The purpose of enhancing the lifespan can be achieved by modifying the valve structure or selecting valves with a longer lifespan, such as multi-stage valves, anti-cavitation valves, and corrosion-resistant valves.

    09. Method of reducing stroke to improve diaphragm life

    For two-position regulating valves, when the actuation frequency is very high, the diaphragm will quickly rupture during up-and-down folding, and the damage is often located on the circumference of the tray.

    The simplest and most effective way to extend the lifespan of the diaphragm is to reduce the stroke. The reduced stroke value is 1/4 dg. For example, for a valve with a dgl25, its standard stroke is 60mm, which can be reduced to 30mm, a reduction of 50%.

    In addition, the following factors can also be considered:

    Try to minimize the pressure in the membrane chamber while satisfying the conditions for opening and closing;

    Improve the smoothness of the joint between the tray and the film.

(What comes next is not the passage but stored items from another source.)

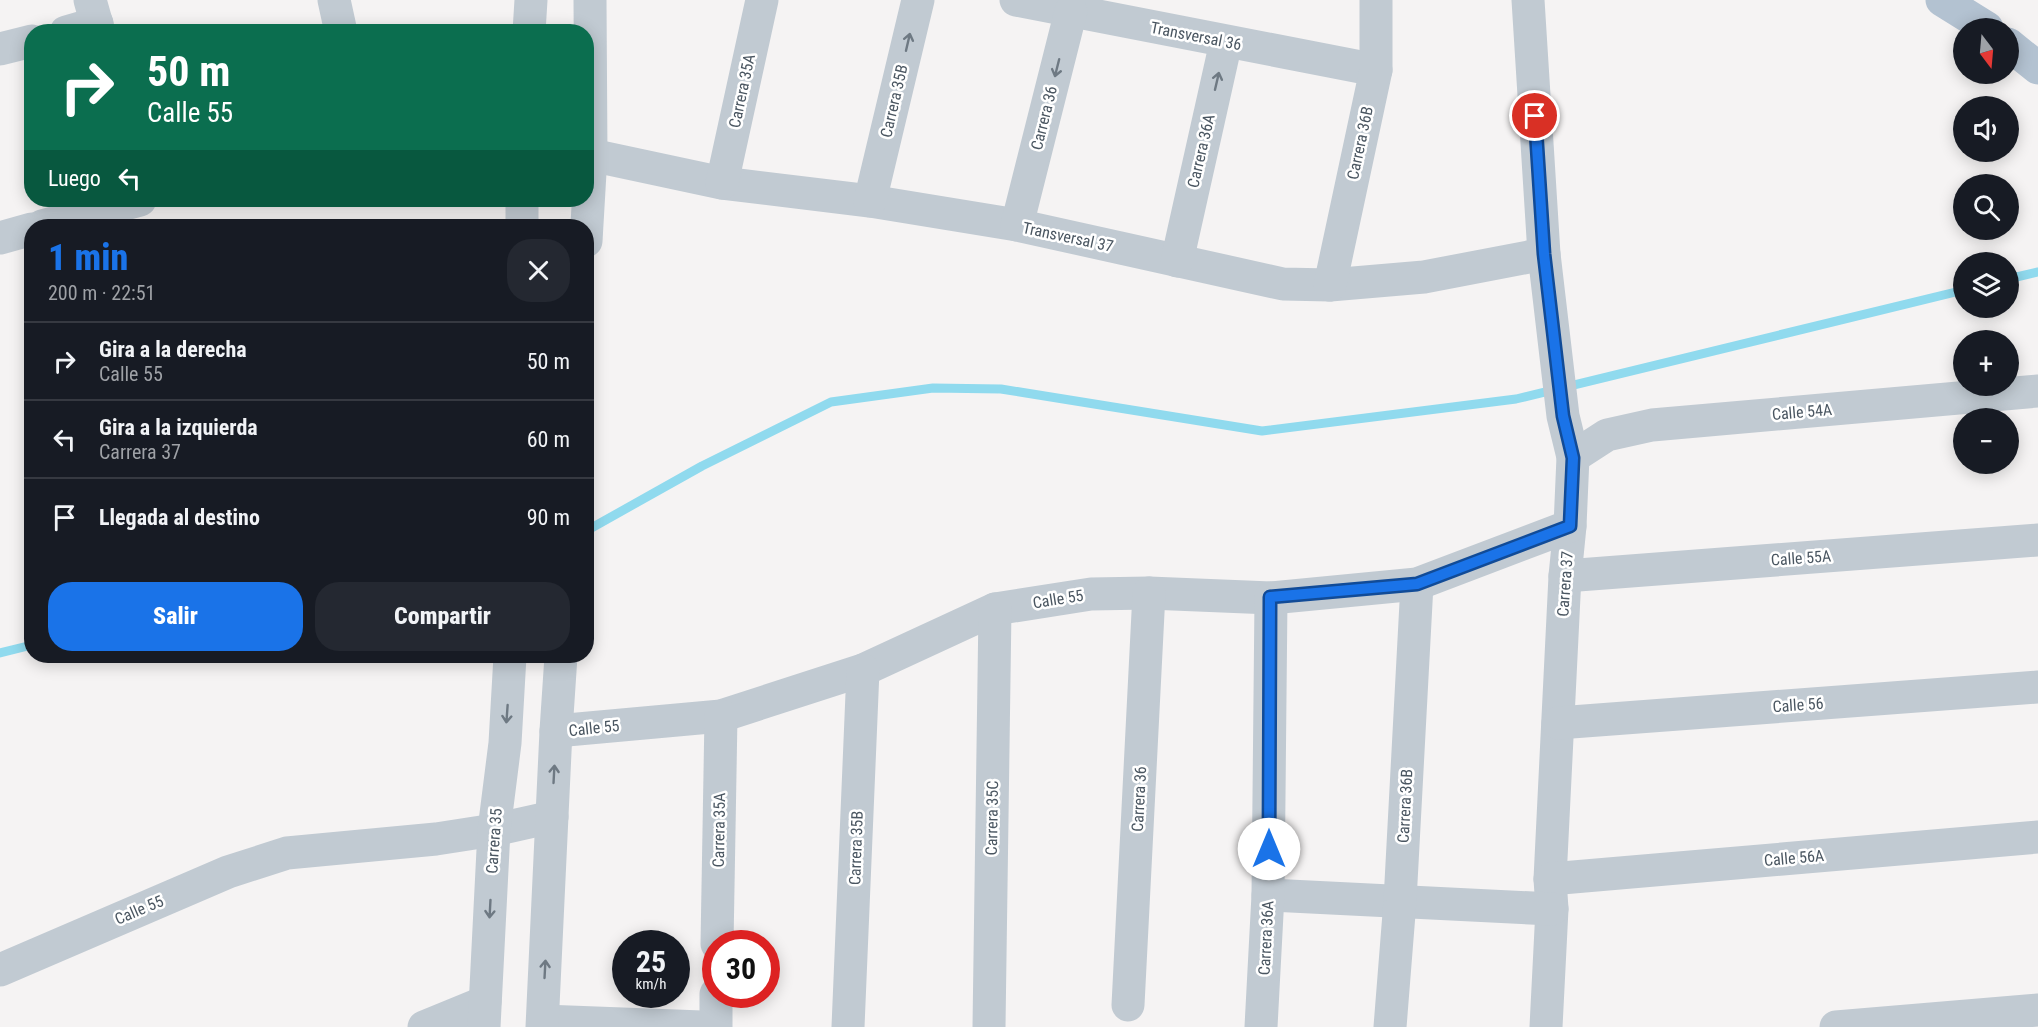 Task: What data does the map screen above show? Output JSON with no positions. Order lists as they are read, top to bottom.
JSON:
{
  "streets": {
    "street": [
      "Transversal 36",
      "Carrera 35A",
      "Carrera 35B",
      "Carrera 36",
      "Carrera 36B",
      "Carrera 36A",
      "Transversal 37",
      "Calle 54A",
      "Calle 55A",
      "Carrera 37",
      "Calle 55",
      "Calle 56",
      "Carrera 35C",
      "Carrera 35",
      "Calle 56A"
    ]
  },
  "crossings": [
    ["Transversal 36", "Carrera 36"],
    ["Transversal 36", "Carrera 36B"],
    ["Transversal 36", "Carrera 36A"],
    ["Carrera 35A", "Transversal 37"],
    ["Carrera 35A", "Calle 55"],
    ["Carrera 35B", "Transversal 37"],
    ["Carrera 35B", "Calle 55"],
    ["Carrera 36", "Transversal 37"],
    ["Carrera 36", "Calle 55"],
    ["Carrera 36B", "Transversal 37"],
    ["Carrera 36B", "Calle 55"],
    ["Carrera 36B", "Calle 56A"],
    ["Carrera 36A", "Transversal 37"],
    ["Carrera 36A", "Calle 55"],
    ["Carrera 36A", "Calle 56A"],
    ["Transversal 37", "Carrera 37"],
    ["Calle 54A", "Carrera 37"],
    ["Calle 55A", "Carrera 37"],
    ["Carrera 37", "Calle 55"],
    ["Carrera 37", "Calle 56"],
    ["Carrera 37", "Calle 56A"],
    ["Calle 55", "Carrera 35C"],
    ["Calle 55", "Carrera 35"]
  ],
  "one_way": ["Carrera 35B"],
  "north": "bottom",
  "page": {
    "map_buttons": ["+", "−"],
    "turn": ["50 m", "Calle 55"],
    "then": "Luego",
    "heading": ["1 min", "200 m · 22:51"],
    "list": [
      {
        "name": "Gira a la derecha",
        "note": "Calle 55",
        "value": "50 m"
      },
      {
        "name": "Gira a la izquierda",
        "note": "Carrera 37",
        "value": "60 m"
      },
      {
        "name": "Llegada al destino",
        "value": "90 m"
      }
    ],
    "buttons": ["Salir", "Compartir"],
    "speed": "25 km/h",
    "limit": "30"
  }
} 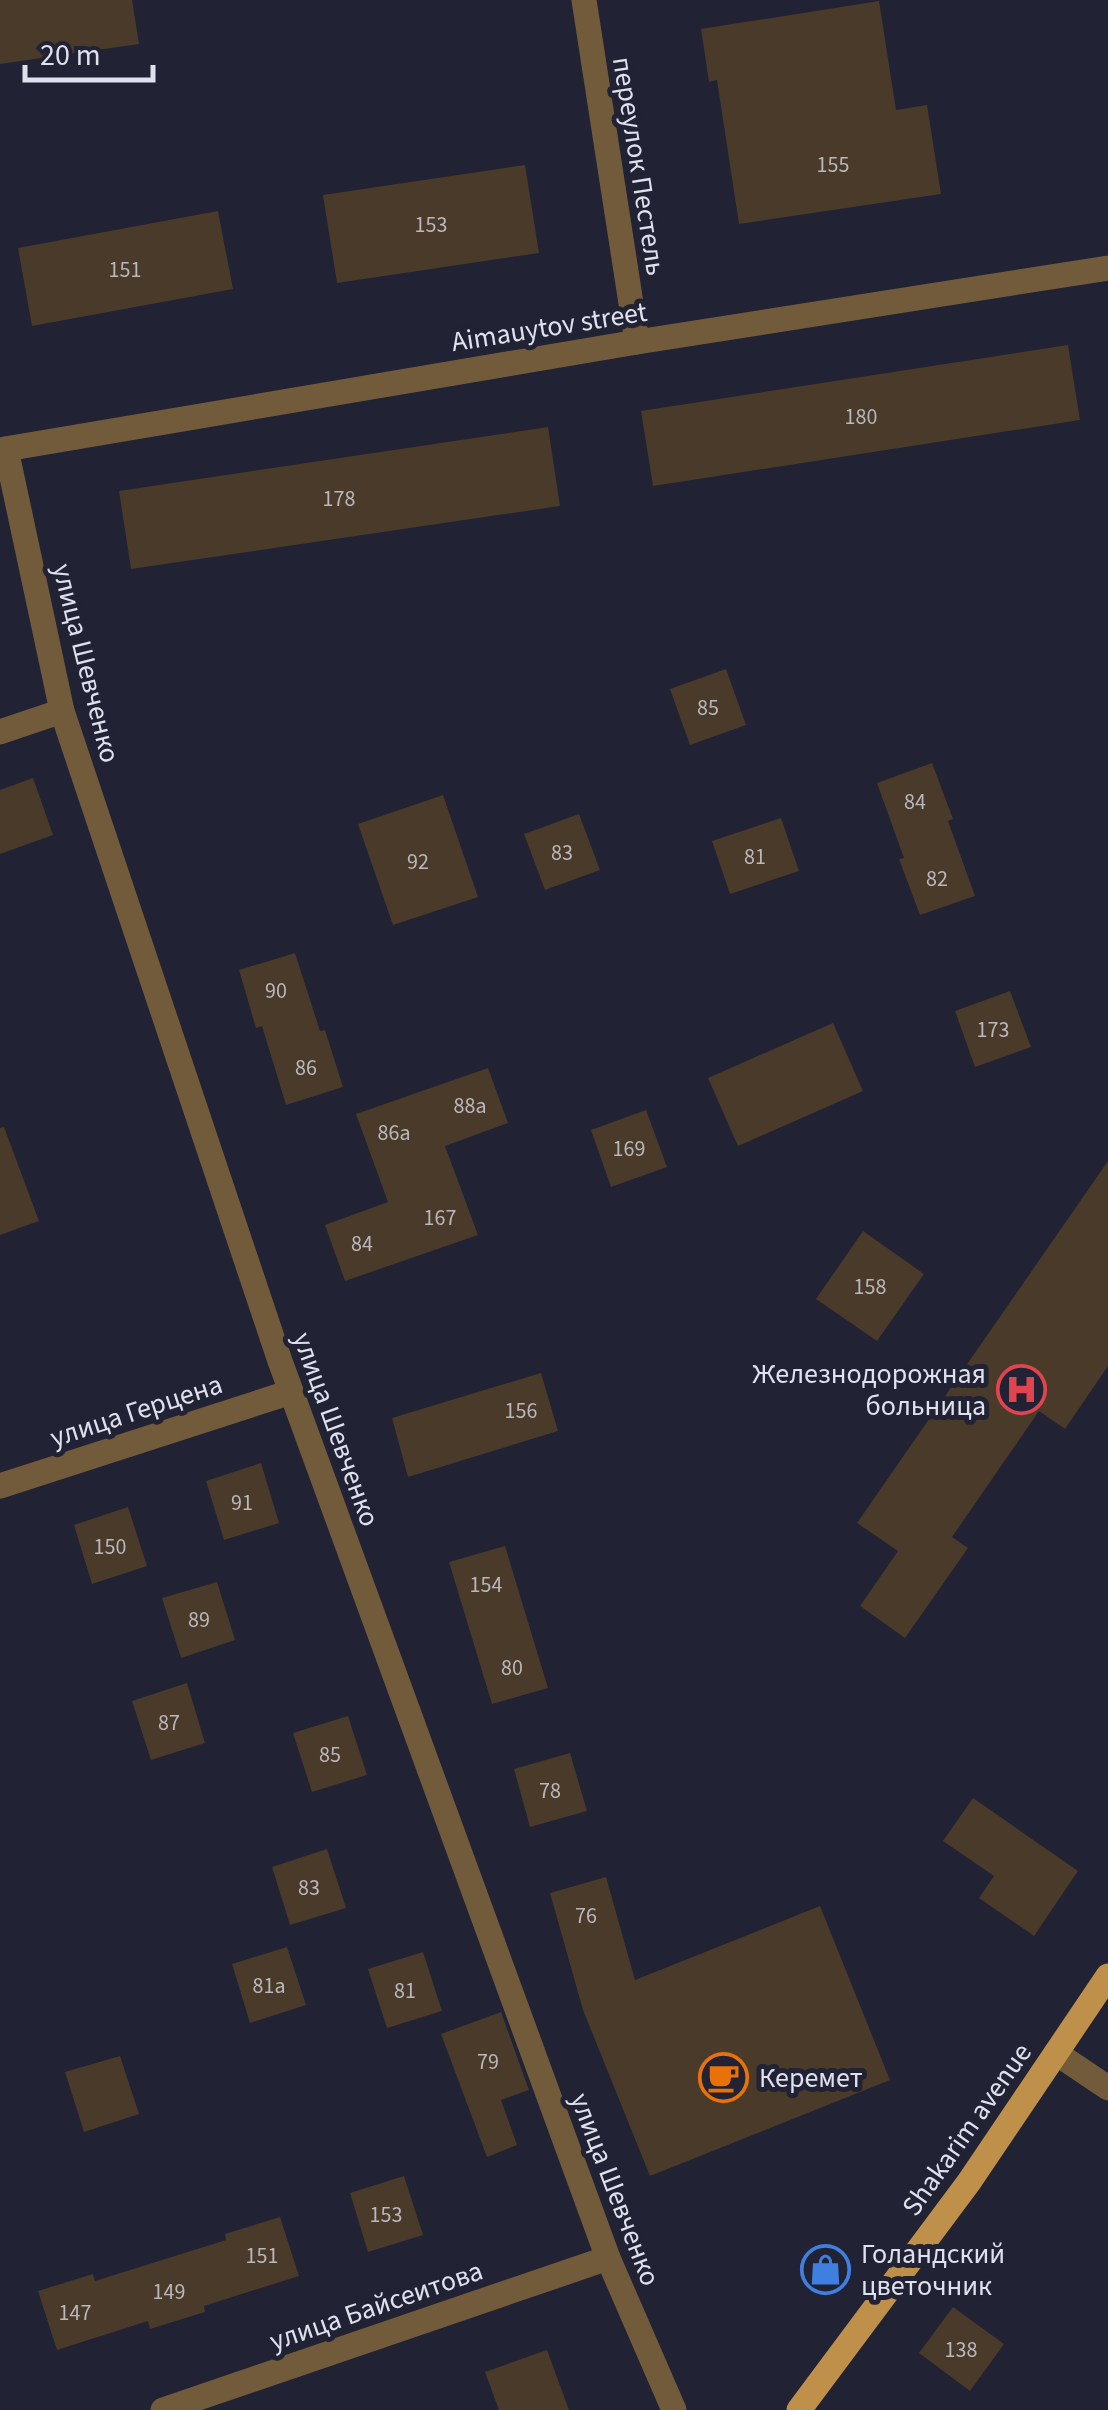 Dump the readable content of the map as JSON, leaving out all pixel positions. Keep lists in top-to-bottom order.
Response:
{
  "streets": {
    "main road": ["Shakarim avenue"],
    "street": [
      "переулок Пестель",
      "Aimauytov street",
      "улица Шевченко",
      "улица Герцена",
      "улица Байсеитова"
    ]
  },
  "crossings": [
    ["переулок Пестель", "Aimauytov street"],
    ["Aimauytov street", "улица Шевченко"],
    ["улица Шевченко", "улица Герцена"],
    ["улица Шевченко", "улица Байсеитова"]
  ],
  "places": {
    "hospital": ["Железнодорожная больница"],
    "cafe": ["Керемет"],
    "shop": ["Голандский цветочник"]
  },
  "house_numbers": [
    "155",
    "153",
    "151",
    "180",
    "178",
    "85",
    "84",
    "83",
    "81",
    "92",
    "82",
    "90",
    "173",
    "86",
    "88а",
    "86а",
    "169",
    "167",
    "84",
    "158",
    "156",
    "91",
    "150",
    "154",
    "89",
    "80",
    "87",
    "85",
    "78",
    "83",
    "76",
    "81а",
    "81",
    "79",
    "153",
    "151",
    "149",
    "147",
    "138"
  ],
  "scale_bar": "20 m"
} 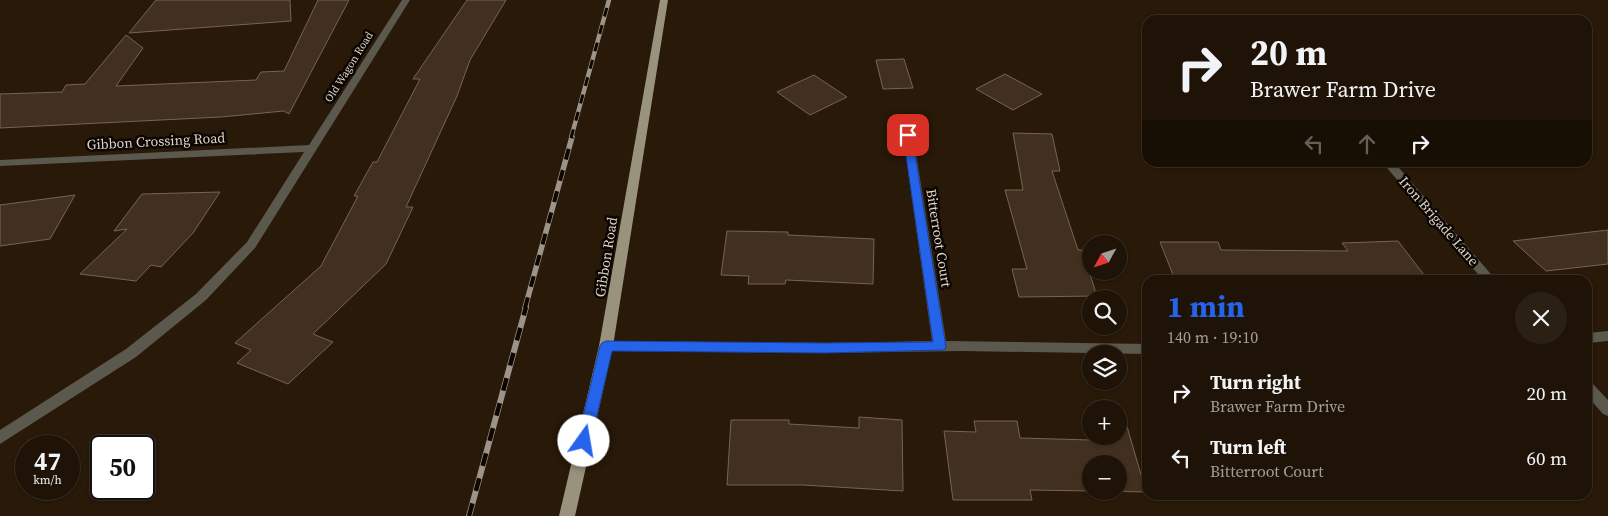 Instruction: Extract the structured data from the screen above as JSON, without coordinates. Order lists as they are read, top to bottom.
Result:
{
  "streets": {
    "main road": ["Gibbon Road"],
    "street": [
      "Old Wagon Road",
      "Gibbon Crossing Road",
      "Iron Brigade Lane",
      "Bitterroot Court"
    ]
  },
  "crossings": [
    ["Old Wagon Road", "Gibbon Crossing Road"]
  ],
  "north": "bottom left",
  "page": {
    "turn": ["20 m", "Brawer Farm Drive"],
    "map_buttons": ["+", "−"],
    "heading": ["1 min", "140 m · 19:10"],
    "list": [
      {
        "name": "Turn right",
        "note": "Brawer Farm Drive",
        "value": "20 m"
      },
      {
        "name": "Turn left",
        "note": "Bitterroot Court",
        "value": "60 m"
      }
    ],
    "speed": "47 km/h",
    "limit": "50"
  }
}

    Anti-blocking (clogging) method for regulating valves that often get stuck or blocked

    01. Cleaning method

    Weld slag, rust, and slag in the pipeline can cause blockages or sticking in the throttle orifice, guide parts, and lower valve cover balance hole, resulting in scratches and nicks on the valve core surface and guide surface, as well as indentations on the sealing surface. This often occurs in newly commissioned systems and during the initial stage of operation after major maintenance. It is the most common fault.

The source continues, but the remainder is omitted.